(Saved entries)
● ● ●

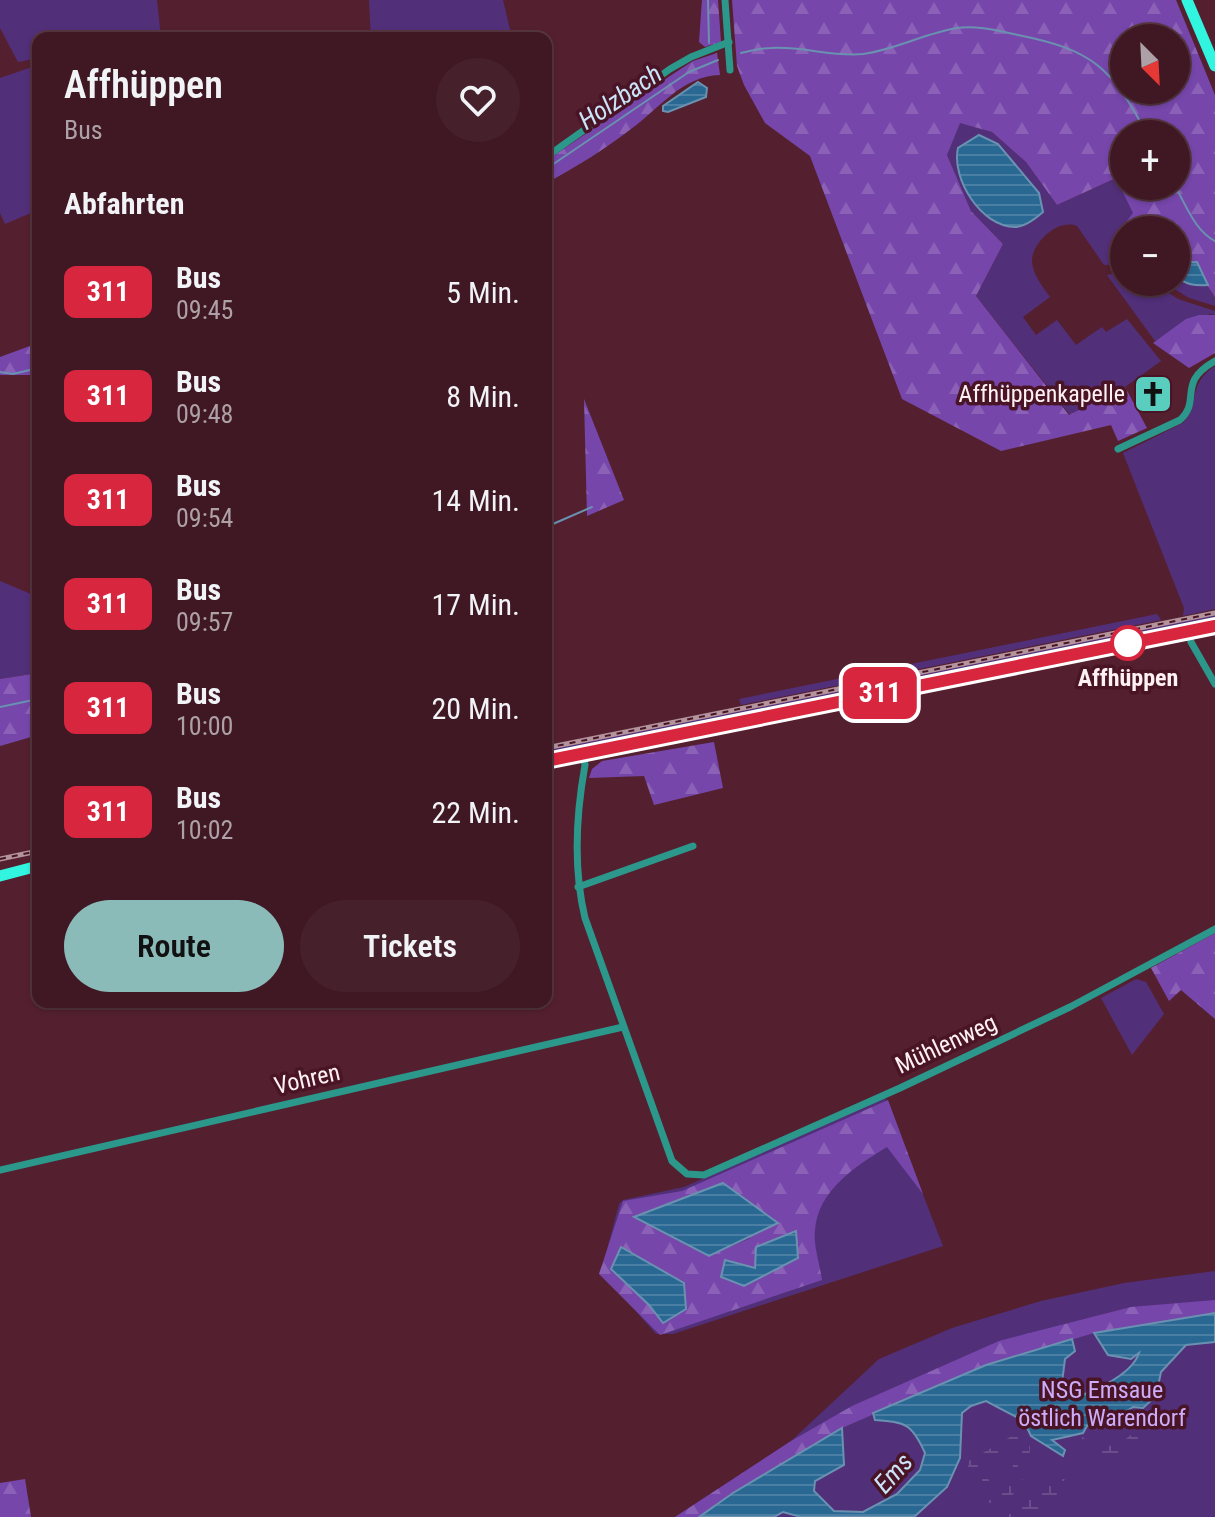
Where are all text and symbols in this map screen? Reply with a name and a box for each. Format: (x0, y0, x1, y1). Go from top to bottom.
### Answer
north arrow (1110, 24, 1190, 104)
map controls (1110, 24, 1190, 296)
button: heart (436, 58, 520, 142)
water label: Holzbach (573, 58, 667, 136)
text: Affhüppen (64, 63, 223, 107)
text: Bus (64, 115, 103, 145)
button: + (1110, 120, 1190, 200)
text: Abfahrten (64, 186, 184, 221)
button: − (1110, 216, 1190, 296)
text: Bus (176, 260, 221, 295)
text: 311 (87, 275, 129, 308)
text: 5 Min. (446, 275, 520, 310)
text: 09:45 (176, 295, 233, 325)
text: Bus (176, 364, 221, 399)
church icon: Affhüppenkapelle (1132, 373, 1174, 415)
text: 311 (87, 379, 129, 412)
text: 8 Min. (446, 379, 520, 414)
place label: Affhüppenkapelle (959, 380, 1125, 408)
text: 09:48 (176, 399, 233, 429)
text: Bus (176, 468, 221, 503)
text: 311 (87, 483, 129, 516)
text: 14 Min. (432, 483, 520, 518)
text: 09:54 (176, 503, 233, 533)
text: Bus (176, 572, 221, 607)
text: 311 (87, 587, 129, 620)
text: 17 Min. (432, 587, 520, 622)
text: 09:57 (176, 607, 233, 637)
marker: Affhüppen (1111, 626, 1145, 660)
place label: Affhüppen (1078, 664, 1178, 692)
line badge: 311 (834, 667, 926, 719)
text: Bus (176, 676, 221, 711)
text: 311 (859, 676, 901, 709)
text: 311 (87, 691, 129, 724)
text: 20 Min. (432, 691, 520, 726)
text: 10:00 (176, 711, 233, 741)
text: Bus (176, 780, 221, 815)
text: 311 (87, 795, 129, 828)
text: 22 Min. (432, 795, 520, 830)
text: 10:02 (176, 815, 233, 845)
button: Route (64, 900, 284, 992)
button: Tickets (300, 900, 520, 992)
street label: Mühlenweg (891, 1008, 1001, 1080)
street label: Vohren (271, 1058, 343, 1100)
park label: NSG Emsaue östlich Warendorf (1018, 1376, 1186, 1432)
water label: Ems (867, 1447, 919, 1499)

● ● ●

(Work to be completed) Return all lines above that mention the word "Affhüppenkapelle".

(Exercise output)
church icon: Affhüppenkapelle (1132, 373, 1174, 415)
place label: Affhüppenkapelle (959, 380, 1125, 408)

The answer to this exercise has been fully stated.